I've posted a draft of such a document at https://gist.github.com/GrabYourPitchforks/b9dbd348b448c938497cff37a3526725. It needs to be edited for clarity and some of the contents likely need to be rearranged. But it should effectively cover all of the bullets I listed above.

This documentation should be probably be inline at https://docs.microsoft.com/en-us/dotnet/api/system.text.rune. If it's too long to include inline on that page, then the likely path forward is to inline some part of it in that page, then link to a separate page containing the full contents. For comparison, the page https://docs.microsoft.com/en-us/dotnet/api/system.string contains a very large amount of text inline, so it's probably not terrible if we do the same here.

Area - .NET Guide Area - API Reference P1 doc-idea

Most helpful comment

@Entomy Hence my tendency to drop the detail altogether. It could be there for the existing developers' transition document. Splitting it makes sense to me. You also have developers that know how the current situation is broken and want to know how the new type fits into the situation. Seeing the Remarks section for the char type it sounds like these and the new developers documentations could go into Remarks for Rune and the transition guide be indeed linked separately.

All 26 comments

It occurs to me that thinking of Rune as "sometimes a single char, sometimes a surrogate pair" might be a useful simplification. I don't quite want to say that in the document because it's perhaps a bit _too_ simplistic and loses a lot of the nuance. But maybe even as an oversimplification it makes this type more approachable by a wider audience?

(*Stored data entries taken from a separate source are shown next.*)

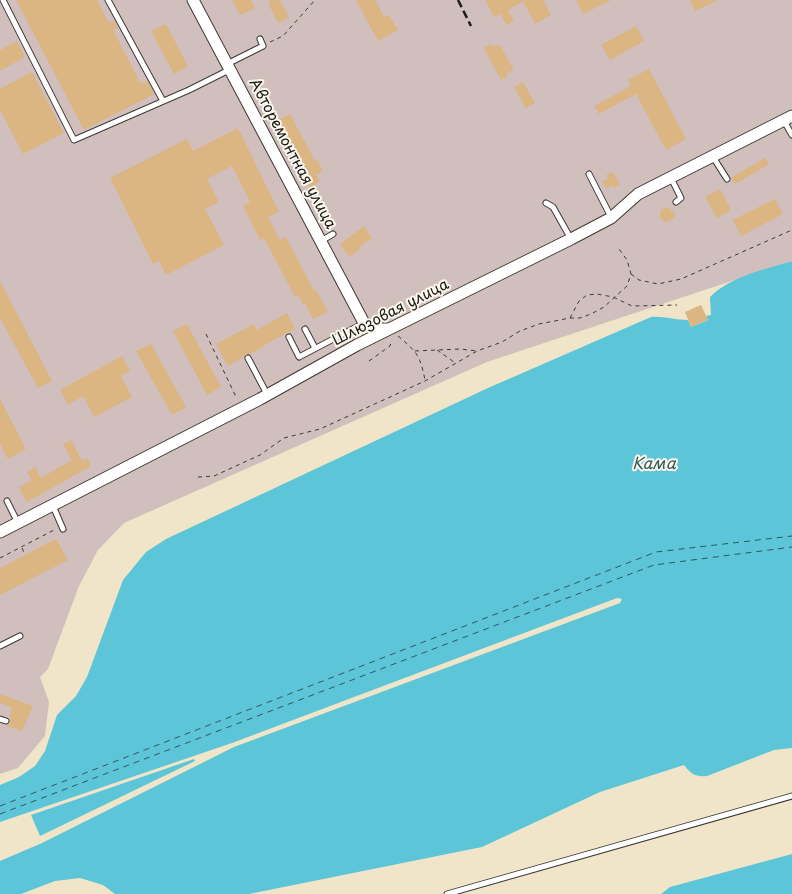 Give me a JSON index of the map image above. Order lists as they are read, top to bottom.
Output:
{
  "streets": {
    "street": ["Авторемонтная улица", "Шлюзовая улица"]
  },
  "water": ["Кама"]
} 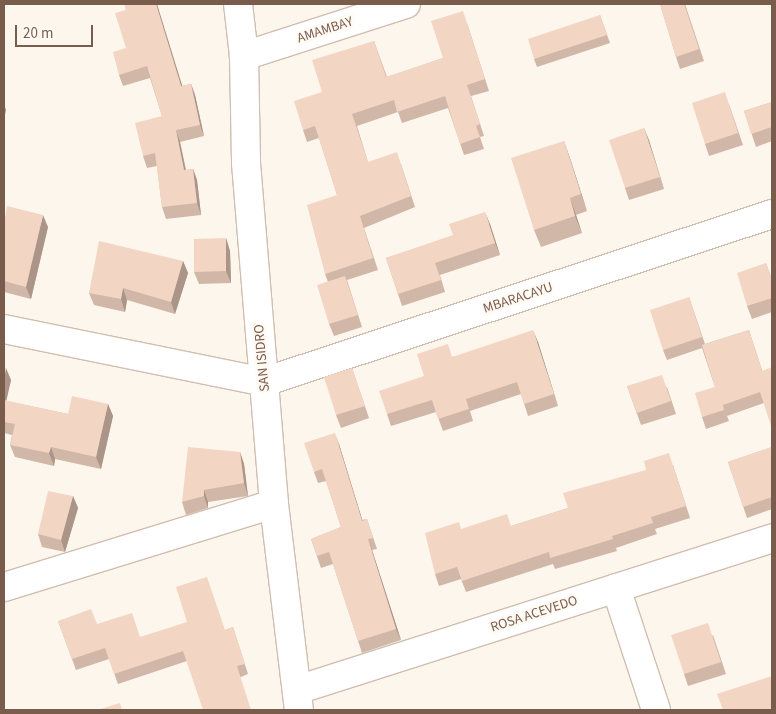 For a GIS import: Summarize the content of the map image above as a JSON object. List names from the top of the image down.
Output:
{
  "streets": {
    "street": [
      "AMAMBAY",
      "MBARACAYU",
      "SAN ISIDRO",
      "ROSA ACEVEDO"
    ]
  },
  "crossings": [
    ["AMAMBAY", "SAN ISIDRO"],
    ["MBARACAYU", "SAN ISIDRO"],
    ["SAN ISIDRO", "ROSA ACEVEDO"]
  ],
  "scale_bar": "20 m"
}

@GrabYourPitchforks I'm really interested in this. I understand very basic concepts of unicode, mostly to avoid printing the wrong string now and again. I've wanted to understand how to use and interact with unicode and I guess the new rune stuff.

There was a lot of interest on this but I'm assigning this to @tdykstra. He'll start on this after he's done with the JSON work. @tdykstra, can you assign the appropriate milestone here?

I see a lot of these talk about what the thing is and why it was created, but not really driving home the point of why it needs to be used. I do a lot of text processing and have seen so many incorrect algorithms because of misunderstandings that I think I have a good example to consider adding.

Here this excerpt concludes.